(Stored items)
* * * * * * * * *

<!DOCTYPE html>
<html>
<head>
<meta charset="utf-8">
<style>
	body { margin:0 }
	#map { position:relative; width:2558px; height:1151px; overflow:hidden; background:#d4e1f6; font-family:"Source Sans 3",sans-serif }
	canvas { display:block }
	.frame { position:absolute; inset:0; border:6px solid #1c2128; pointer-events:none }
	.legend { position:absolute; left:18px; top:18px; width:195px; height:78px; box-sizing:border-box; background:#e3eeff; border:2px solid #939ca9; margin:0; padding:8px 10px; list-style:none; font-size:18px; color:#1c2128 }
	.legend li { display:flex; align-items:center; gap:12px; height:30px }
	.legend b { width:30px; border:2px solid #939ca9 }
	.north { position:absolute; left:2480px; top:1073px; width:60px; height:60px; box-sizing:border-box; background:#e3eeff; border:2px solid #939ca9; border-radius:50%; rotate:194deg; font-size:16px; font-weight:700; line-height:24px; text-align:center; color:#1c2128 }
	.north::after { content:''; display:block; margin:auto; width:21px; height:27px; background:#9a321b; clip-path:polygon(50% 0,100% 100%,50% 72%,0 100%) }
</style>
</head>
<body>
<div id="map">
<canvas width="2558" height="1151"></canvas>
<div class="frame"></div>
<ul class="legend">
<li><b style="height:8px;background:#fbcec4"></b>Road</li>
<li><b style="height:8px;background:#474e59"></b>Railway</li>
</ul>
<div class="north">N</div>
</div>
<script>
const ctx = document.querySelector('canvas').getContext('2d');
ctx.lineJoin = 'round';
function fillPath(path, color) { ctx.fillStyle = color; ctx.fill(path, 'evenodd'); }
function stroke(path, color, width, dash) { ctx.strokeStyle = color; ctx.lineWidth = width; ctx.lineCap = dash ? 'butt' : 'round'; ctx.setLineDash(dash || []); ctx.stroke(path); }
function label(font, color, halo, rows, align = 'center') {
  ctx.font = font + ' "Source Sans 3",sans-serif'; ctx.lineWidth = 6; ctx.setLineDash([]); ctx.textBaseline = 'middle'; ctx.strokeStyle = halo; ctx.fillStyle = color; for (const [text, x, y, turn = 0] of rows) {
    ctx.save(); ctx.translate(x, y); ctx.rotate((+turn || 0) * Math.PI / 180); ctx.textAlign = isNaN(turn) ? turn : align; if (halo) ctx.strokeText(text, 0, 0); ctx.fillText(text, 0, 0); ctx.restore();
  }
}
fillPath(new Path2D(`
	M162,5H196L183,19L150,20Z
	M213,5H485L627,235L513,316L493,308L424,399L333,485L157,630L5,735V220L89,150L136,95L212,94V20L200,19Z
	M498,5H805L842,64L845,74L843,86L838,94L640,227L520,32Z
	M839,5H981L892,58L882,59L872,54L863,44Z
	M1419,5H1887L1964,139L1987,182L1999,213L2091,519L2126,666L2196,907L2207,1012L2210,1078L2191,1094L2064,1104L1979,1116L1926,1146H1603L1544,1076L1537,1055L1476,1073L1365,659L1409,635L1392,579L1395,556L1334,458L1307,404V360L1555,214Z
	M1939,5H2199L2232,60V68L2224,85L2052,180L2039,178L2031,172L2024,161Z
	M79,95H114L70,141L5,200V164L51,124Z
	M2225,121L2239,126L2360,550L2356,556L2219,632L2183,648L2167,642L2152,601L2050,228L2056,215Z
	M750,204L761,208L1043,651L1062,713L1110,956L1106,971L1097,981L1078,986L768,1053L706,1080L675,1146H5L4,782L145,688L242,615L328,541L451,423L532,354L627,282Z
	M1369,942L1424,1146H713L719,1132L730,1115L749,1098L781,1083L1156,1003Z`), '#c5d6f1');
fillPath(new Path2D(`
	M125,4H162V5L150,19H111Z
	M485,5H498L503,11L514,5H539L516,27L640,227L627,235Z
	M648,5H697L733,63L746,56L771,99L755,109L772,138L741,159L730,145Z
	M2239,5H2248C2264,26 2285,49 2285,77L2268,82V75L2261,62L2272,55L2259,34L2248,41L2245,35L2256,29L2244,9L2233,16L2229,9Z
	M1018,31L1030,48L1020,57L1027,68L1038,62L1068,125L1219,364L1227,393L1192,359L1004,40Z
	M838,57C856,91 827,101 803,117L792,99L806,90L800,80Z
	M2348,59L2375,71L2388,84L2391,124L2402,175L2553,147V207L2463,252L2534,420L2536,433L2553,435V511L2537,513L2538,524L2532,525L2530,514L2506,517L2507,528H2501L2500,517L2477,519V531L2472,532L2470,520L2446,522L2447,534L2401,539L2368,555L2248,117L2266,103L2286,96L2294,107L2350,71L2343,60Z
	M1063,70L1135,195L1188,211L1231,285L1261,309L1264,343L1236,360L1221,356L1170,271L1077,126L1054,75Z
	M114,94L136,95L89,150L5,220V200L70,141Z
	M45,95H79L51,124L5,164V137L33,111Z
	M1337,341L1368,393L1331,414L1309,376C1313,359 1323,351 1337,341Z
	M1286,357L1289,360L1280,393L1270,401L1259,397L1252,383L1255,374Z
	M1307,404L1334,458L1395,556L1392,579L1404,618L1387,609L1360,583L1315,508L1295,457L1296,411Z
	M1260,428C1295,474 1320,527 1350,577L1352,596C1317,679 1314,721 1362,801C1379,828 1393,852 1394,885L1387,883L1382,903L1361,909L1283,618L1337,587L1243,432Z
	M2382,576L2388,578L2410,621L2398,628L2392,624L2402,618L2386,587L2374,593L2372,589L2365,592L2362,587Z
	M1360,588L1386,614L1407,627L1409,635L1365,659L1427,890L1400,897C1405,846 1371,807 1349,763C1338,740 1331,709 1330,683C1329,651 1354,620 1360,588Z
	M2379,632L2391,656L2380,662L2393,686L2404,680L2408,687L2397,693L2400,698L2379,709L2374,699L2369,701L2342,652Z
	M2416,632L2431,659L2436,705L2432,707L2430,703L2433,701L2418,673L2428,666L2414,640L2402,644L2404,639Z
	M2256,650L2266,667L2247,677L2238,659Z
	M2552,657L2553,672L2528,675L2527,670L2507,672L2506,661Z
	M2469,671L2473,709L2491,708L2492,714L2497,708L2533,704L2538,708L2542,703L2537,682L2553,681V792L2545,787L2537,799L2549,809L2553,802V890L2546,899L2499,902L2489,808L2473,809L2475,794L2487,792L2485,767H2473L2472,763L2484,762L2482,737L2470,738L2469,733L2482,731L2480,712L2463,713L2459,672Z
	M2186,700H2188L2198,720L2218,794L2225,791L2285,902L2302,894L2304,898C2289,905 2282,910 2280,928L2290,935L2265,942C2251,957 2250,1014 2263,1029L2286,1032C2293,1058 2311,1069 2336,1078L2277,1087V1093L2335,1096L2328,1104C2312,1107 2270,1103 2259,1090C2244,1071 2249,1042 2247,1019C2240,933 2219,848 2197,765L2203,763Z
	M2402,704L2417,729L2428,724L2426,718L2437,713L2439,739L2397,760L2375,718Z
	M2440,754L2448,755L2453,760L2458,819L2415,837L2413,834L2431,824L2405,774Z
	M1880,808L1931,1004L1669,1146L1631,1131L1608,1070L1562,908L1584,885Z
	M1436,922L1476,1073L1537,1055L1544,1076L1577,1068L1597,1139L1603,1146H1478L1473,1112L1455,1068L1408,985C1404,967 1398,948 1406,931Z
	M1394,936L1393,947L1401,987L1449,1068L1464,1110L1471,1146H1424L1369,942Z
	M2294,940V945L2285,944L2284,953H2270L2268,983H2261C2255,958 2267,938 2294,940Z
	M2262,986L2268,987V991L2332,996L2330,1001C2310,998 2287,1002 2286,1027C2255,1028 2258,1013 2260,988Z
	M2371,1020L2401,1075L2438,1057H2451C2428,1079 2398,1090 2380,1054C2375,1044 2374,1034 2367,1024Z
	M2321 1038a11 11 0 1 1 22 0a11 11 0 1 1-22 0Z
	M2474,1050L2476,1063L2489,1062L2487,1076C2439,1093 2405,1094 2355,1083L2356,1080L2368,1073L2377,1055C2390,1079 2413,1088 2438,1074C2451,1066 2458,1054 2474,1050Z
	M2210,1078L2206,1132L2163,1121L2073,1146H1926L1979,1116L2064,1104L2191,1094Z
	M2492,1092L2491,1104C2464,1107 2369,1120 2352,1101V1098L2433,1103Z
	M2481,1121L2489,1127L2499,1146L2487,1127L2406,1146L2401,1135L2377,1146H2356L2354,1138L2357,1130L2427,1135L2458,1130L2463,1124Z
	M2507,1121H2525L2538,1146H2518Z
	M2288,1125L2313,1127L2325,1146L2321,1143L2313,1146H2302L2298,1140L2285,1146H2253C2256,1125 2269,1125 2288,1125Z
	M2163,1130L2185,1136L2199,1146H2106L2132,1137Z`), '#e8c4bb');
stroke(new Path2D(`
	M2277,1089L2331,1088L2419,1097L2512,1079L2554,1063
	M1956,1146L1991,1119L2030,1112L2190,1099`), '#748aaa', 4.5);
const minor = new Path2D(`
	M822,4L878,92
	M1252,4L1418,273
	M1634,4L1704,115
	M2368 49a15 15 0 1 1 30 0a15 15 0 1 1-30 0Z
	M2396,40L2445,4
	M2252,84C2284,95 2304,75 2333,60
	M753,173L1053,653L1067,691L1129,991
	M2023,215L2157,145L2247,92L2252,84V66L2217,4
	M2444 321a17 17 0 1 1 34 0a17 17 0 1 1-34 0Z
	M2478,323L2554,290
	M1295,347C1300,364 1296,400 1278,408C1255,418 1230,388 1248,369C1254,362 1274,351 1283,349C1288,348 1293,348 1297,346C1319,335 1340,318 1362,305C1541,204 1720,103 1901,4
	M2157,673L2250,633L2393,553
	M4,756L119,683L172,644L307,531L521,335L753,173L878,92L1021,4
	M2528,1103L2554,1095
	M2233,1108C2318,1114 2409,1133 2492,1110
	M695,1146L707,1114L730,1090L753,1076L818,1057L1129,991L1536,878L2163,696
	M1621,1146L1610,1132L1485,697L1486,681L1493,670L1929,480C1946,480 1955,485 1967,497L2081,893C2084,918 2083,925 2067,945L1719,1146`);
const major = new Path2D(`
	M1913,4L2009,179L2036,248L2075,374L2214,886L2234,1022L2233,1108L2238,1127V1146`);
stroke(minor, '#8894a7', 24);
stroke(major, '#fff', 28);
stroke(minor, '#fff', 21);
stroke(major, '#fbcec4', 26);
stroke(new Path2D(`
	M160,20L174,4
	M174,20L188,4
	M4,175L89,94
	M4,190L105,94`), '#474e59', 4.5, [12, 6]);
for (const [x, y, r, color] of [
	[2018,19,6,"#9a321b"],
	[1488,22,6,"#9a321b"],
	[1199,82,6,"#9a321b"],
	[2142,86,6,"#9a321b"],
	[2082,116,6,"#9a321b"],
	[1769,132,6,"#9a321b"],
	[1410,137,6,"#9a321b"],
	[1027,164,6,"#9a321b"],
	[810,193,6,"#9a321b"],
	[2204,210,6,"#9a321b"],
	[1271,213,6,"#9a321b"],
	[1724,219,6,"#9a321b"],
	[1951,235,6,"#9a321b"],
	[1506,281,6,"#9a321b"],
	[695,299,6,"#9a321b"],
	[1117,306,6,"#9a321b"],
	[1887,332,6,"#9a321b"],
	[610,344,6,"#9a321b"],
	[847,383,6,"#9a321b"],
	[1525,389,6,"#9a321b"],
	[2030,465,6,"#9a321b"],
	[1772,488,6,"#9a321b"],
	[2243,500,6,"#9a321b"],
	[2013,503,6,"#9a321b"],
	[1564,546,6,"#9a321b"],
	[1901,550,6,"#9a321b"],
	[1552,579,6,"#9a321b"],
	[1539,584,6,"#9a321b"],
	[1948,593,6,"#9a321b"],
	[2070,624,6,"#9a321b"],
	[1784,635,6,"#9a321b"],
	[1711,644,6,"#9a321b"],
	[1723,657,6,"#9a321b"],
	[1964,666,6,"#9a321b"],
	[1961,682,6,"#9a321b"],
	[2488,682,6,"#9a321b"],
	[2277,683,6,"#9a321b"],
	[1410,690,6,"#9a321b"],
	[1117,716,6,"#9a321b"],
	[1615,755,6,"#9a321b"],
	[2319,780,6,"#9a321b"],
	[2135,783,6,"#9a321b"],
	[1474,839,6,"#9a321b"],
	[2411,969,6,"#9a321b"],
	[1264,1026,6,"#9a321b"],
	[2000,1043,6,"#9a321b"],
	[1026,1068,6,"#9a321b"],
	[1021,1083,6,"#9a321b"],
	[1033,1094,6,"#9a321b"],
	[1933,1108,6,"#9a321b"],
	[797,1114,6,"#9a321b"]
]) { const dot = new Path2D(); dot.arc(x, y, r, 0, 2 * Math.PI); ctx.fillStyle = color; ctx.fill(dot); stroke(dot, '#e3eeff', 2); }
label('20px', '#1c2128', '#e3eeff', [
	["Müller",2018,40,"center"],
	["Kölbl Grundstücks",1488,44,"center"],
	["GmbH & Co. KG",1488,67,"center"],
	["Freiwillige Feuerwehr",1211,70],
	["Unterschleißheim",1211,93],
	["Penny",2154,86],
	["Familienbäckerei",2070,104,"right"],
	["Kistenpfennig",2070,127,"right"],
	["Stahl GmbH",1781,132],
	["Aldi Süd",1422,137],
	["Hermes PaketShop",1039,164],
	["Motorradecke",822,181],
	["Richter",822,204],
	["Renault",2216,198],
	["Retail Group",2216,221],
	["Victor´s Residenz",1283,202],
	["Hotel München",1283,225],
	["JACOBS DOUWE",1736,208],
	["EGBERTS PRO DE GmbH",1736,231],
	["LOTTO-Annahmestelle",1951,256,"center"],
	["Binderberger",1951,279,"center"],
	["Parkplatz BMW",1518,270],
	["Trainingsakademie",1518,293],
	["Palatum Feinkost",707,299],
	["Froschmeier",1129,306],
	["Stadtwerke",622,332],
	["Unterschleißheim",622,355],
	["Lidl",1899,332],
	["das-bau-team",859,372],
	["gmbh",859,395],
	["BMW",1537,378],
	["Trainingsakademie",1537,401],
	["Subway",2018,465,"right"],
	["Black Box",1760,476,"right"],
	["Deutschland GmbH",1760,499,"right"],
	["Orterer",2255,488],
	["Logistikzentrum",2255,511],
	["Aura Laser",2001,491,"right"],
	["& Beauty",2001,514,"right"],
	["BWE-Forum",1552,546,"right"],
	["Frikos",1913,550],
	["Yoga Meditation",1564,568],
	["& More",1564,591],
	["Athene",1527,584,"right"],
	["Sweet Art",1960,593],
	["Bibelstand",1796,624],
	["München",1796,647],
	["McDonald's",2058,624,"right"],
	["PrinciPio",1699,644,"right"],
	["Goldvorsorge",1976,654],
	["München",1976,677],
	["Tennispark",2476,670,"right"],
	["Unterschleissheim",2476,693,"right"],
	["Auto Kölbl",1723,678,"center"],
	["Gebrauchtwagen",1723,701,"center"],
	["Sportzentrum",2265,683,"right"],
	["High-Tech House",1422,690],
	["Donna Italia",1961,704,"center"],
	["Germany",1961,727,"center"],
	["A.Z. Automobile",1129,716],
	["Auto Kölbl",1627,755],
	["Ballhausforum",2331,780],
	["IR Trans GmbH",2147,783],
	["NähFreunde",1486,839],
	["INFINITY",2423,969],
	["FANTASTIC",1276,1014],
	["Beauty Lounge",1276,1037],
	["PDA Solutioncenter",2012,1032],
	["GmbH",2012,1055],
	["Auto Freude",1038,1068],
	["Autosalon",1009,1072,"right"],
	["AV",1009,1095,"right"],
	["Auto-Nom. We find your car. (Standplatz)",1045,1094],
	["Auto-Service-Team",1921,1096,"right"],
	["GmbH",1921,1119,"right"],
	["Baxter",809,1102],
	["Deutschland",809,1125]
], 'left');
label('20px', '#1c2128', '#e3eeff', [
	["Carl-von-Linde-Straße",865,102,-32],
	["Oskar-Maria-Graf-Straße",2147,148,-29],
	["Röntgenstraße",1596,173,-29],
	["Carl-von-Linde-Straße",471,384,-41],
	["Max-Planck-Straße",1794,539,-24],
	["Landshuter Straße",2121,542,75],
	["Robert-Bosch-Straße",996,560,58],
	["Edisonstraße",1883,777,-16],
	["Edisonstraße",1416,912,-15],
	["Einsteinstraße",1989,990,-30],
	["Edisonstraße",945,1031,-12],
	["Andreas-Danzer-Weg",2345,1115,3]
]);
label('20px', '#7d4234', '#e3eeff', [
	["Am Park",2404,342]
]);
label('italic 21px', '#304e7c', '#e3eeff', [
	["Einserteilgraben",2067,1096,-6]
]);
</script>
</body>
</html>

* * * * * * * * *

ASSIGNED TASK: Where does "const" appear in the records above? Copy each line that holds it.

RESPONSE TO THIS EXERCISE:
const ctx = document.querySelector('canvas').getContext('2d');
  ctx.font = font + ' "Source Sans 3",sans-serif'; ctx.lineWidth = 6; ctx.setLineDash([]); ctx.textBaseline = 'middle'; ctx.strokeStyle = halo; ctx.fillStyle = color; for (const [text, x, y, turn = 0] of rows) {
const minor = new Path2D(`
const major = new Path2D(`
for (const [x, y, r, color] of [
]) { const dot = new Path2D(); dot.arc(x, y, r, 0, 2 * Math.PI); ctx.fillStyle = color; ctx.fill(dot); stroke(dot, '#e3eeff', 2); }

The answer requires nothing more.